Advances in Magnetotelluric Modelling: Time-Lapse Inversion, Bayesian Inversion and Machine Learning

Abstract

This thesis presents advancements to the area of magnetotelluric (MT) modelling. There are three main aims to this work. The first aim is to implement an inversion to model time-lapse MT data in a temporal dimension. The algorithm considers the entire dataset at once, with penalisations for model roughness in both the spatial and temporal dimensions. The inversion is tested on synthetic data, as well as a case-study from a coal-seam gas dewatering survey. Second is to explore the problem of nonuniqueness in MT data inversion by implementing a 1D Bayesian inversion using an efficient sampler. The implemented model includes a novel way of regularising MT inversion by allowing the strength of smoothing to vary between different models. The Bayesian inversion is tested on synthetic and case-study datasets with results matching known data.

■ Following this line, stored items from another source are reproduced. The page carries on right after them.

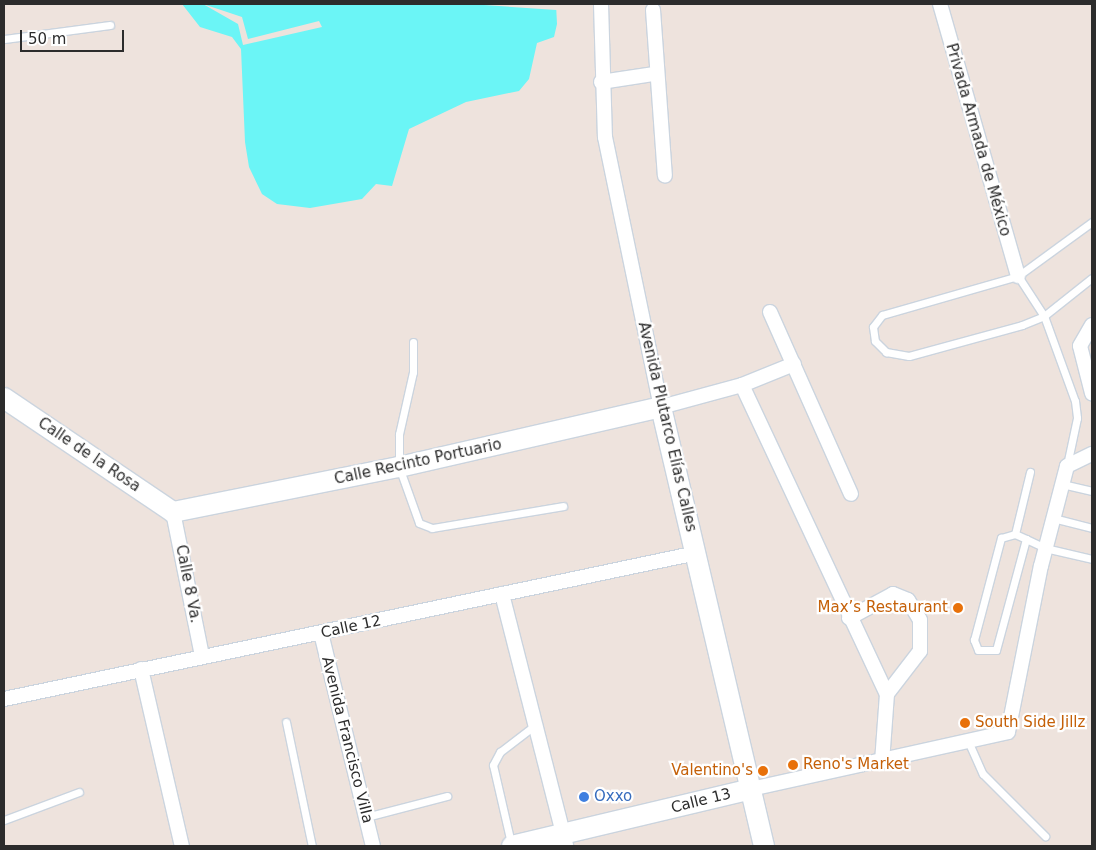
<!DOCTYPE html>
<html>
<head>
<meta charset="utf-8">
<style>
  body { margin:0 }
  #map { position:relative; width:1096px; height:850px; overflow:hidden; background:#eee3dd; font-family:"DejaVu Sans",sans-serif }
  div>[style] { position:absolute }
  .water>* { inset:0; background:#6bf5f6 }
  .pier>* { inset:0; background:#eee3dd }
  .roads { filter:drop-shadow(1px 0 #cbd4de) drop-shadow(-1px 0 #cbd4de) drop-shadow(0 1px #cbd4de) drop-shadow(0 -1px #cbd4de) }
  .lane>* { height:7px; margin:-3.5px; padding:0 3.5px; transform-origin:3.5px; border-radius:3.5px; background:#fff }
  .street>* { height:14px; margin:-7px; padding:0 7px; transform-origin:7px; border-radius:7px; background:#fff }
  .secondary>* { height:20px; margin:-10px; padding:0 10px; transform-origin:10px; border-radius:10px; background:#fff }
  .dots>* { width:14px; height:14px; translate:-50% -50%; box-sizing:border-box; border:2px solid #fff; border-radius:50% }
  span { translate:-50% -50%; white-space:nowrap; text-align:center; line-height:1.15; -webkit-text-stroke:4.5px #fff; paint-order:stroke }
  .street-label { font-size:15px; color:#2c2c2c }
  .food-label { font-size:15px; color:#c56008 }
  .right { translate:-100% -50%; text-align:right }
  .left { translate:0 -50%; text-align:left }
  .shop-label { font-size:15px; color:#366cbe }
  .frame { position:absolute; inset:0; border:5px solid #2c2c2c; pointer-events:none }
  .scale { position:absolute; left:20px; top:30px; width:104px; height:22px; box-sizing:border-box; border:2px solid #2c2c2c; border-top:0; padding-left:6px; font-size:15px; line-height:18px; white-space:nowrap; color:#2c2c2c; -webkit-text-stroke:4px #fff; paint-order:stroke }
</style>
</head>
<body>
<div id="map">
  <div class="water">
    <div style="clip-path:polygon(182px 4px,556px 4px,557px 24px,554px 37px,537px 43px,529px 79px,519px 91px,466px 102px,409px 129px,392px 186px,376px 184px,362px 199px,310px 208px,277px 204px,262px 194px,249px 167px,245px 142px,241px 49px,232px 37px,200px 27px)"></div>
  </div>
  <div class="pier">
    <div style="clip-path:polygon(203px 4px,242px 17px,248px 39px,319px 21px,322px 27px,243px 45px,238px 24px)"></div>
    <div style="clip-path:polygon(469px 4px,559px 4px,559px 10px,556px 10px)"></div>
  </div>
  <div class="roads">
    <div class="lane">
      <div style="left:4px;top:39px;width:107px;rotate:-7.5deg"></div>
      <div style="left:1092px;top:222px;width:92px;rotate:143.9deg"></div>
      <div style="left:1018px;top:276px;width:141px;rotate:164deg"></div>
      <div style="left:882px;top:315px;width:15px;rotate:127deg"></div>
      <div style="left:873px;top:327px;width:14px;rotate:82deg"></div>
      <div style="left:875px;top:341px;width:16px;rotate:45deg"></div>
      <div style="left:886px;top:352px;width:23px;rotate:10deg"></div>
      <div style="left:909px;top:356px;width:117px;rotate:-15.3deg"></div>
      <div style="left:1022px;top:325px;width:24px;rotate:-22deg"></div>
      <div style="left:1044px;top:316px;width:61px;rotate:-38.4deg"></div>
      <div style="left:1018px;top:276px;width:48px;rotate:57deg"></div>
      <div style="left:1044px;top:316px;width:90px;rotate:70deg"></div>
      <div style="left:1075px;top:401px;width:17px;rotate:83deg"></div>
      <div style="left:1077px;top:418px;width:48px;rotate:102deg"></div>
      <div style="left:413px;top:342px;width:30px;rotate:90deg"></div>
      <div style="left:413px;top:372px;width:64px;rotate:102.7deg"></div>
      <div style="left:399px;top:434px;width:33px;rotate:90deg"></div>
      <div style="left:399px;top:467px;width:59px;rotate:70.3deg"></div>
      <div style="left:419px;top:523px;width:14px;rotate:21deg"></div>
      <div style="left:432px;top:528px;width:133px;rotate:-9.5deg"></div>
      <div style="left:1062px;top:484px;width:31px;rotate:13deg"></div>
      <div style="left:1053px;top:518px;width:40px;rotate:14.4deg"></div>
      <div style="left:1015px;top:534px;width:64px;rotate:-76.4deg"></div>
      <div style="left:1026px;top:539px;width:115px;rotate:105.1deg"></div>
      <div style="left:996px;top:650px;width:18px;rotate:180deg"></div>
      <div style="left:978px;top:650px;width:11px;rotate:-112deg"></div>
      <div style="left:974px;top:640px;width:106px;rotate:-75.2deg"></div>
      <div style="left:1001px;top:538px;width:15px;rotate:-16deg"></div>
      <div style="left:1015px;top:534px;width:12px;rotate:24deg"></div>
      <div style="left:1026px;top:539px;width:21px;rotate:25deg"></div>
      <div style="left:1045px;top:548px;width:48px;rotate:13.2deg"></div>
      <div style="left:286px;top:722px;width:127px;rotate:78.2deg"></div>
      <div style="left:968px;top:741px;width:36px;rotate:66deg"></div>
      <div style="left:983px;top:774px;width:88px;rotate:45deg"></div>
      <div style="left:366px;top:817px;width:84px;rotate:-14.5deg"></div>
      <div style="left:4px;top:820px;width:80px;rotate:-20.5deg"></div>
      <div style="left:511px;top:843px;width:80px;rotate:-103deg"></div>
      <div style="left:493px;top:765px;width:15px;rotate:-62deg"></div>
      <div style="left:500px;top:752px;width:44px;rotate:-37.6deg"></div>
    </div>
    <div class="street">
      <div style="left:601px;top:4px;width:133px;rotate:88.3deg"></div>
      <div style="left:605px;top:137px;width:276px;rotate:78.3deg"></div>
      <div style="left:661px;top:407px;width:84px;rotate:-15.2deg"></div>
      <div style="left:742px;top:385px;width:56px;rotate:-22deg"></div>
      <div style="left:940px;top:4px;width:283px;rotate:74deg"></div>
      <div style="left:653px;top:10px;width:166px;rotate:85.9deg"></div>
      <div style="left:601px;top:82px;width:54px;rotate:-8.6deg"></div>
      <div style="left:770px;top:312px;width:199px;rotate:66deg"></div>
      <div style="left:1092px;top:325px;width:24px;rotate:120deg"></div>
      <div style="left:1080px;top:346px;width:49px;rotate:75.7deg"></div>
      <div style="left:742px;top:385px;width:341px;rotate:64.9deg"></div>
      <div style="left:887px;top:694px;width:68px;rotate:94.2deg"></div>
      <div style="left:173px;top:512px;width:147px;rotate:78.6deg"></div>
      <div style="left:502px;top:594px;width:260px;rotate:75.7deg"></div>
      <div style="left:849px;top:618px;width:50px;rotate:-28.6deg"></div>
      <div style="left:893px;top:594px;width:16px;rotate:22deg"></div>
      <div style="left:908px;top:600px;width:23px;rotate:59deg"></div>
      <div style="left:920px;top:620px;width:31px;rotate:90deg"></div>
      <div style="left:920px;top:651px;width:54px;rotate:127.5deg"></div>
      <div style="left:321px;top:633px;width:219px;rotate:76.3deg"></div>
      <div style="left:141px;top:669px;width:182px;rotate:77deg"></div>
      <div style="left:4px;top:699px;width:708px;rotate:-11.9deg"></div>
      <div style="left:751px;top:789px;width:263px;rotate:-12.5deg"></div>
      <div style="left:1008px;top:732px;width:169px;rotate:-78.8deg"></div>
      <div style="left:1041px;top:566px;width:103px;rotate:-75.4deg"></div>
      <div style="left:1067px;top:466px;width:28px;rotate:-26deg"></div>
    </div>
    <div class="secondary">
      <div style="left:4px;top:398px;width:204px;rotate:34deg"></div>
      <div style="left:173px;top:512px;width:230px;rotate:-11.3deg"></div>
      <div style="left:399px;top:467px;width:269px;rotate:-12.9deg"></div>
      <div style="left:661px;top:407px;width:451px;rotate:76.8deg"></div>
      <div style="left:512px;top:846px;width:246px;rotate:-13.4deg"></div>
    </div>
  </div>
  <div class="dots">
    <div style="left:958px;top:608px;background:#e8710a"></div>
    <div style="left:965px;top:723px;background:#e8710a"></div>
    <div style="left:793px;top:765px;background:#e8710a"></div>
    <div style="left:763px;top:771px;background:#e8710a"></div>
    <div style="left:584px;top:797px;background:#3f7fe0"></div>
  </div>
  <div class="street-label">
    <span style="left:978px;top:140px;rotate:74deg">Privada Armada de México</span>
    <span style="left:667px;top:427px;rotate:77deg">Avenida Plutarco Elías Calles</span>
    <span style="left:89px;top:455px;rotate:34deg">Calle de la Rosa</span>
    <span style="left:418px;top:462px;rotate:-12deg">Calle Recinto Portuario</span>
    <span style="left:188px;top:584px;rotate:79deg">Calle 8 Va.</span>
    <span style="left:351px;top:627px;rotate:-12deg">Calle 12</span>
    <span style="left:347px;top:740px;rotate:76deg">Avenida Francisco Villa</span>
    <span style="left:701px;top:801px;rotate:-14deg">Calle 13</span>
  </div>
  <div class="food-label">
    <span class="right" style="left:948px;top:608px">Max’s Restaurant</span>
    <span class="left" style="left:975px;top:723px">South Side Jillz</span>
    <span class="left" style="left:803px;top:765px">Reno's Market</span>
    <span class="right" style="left:753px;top:771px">Valentino's</span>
  </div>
  <div class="shop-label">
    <span class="left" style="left:594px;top:797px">Oxxo</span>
  </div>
  <div class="frame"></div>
  <div class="scale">50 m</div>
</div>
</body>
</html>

The third aim is to implement a proxy function for the 3D MT forward function based on artificial neural networks. This allows for rapid evaluation of the forward function and the use of evolutionary algorithms to invert for resistivity structures. The evolutionary search algorithm is tested on synthetic data sets and a case-study data set from the Curnamona Province, South Australia. Together, these three novel algorithms and software implementations represent a contribution to the toolkit of MT modelling.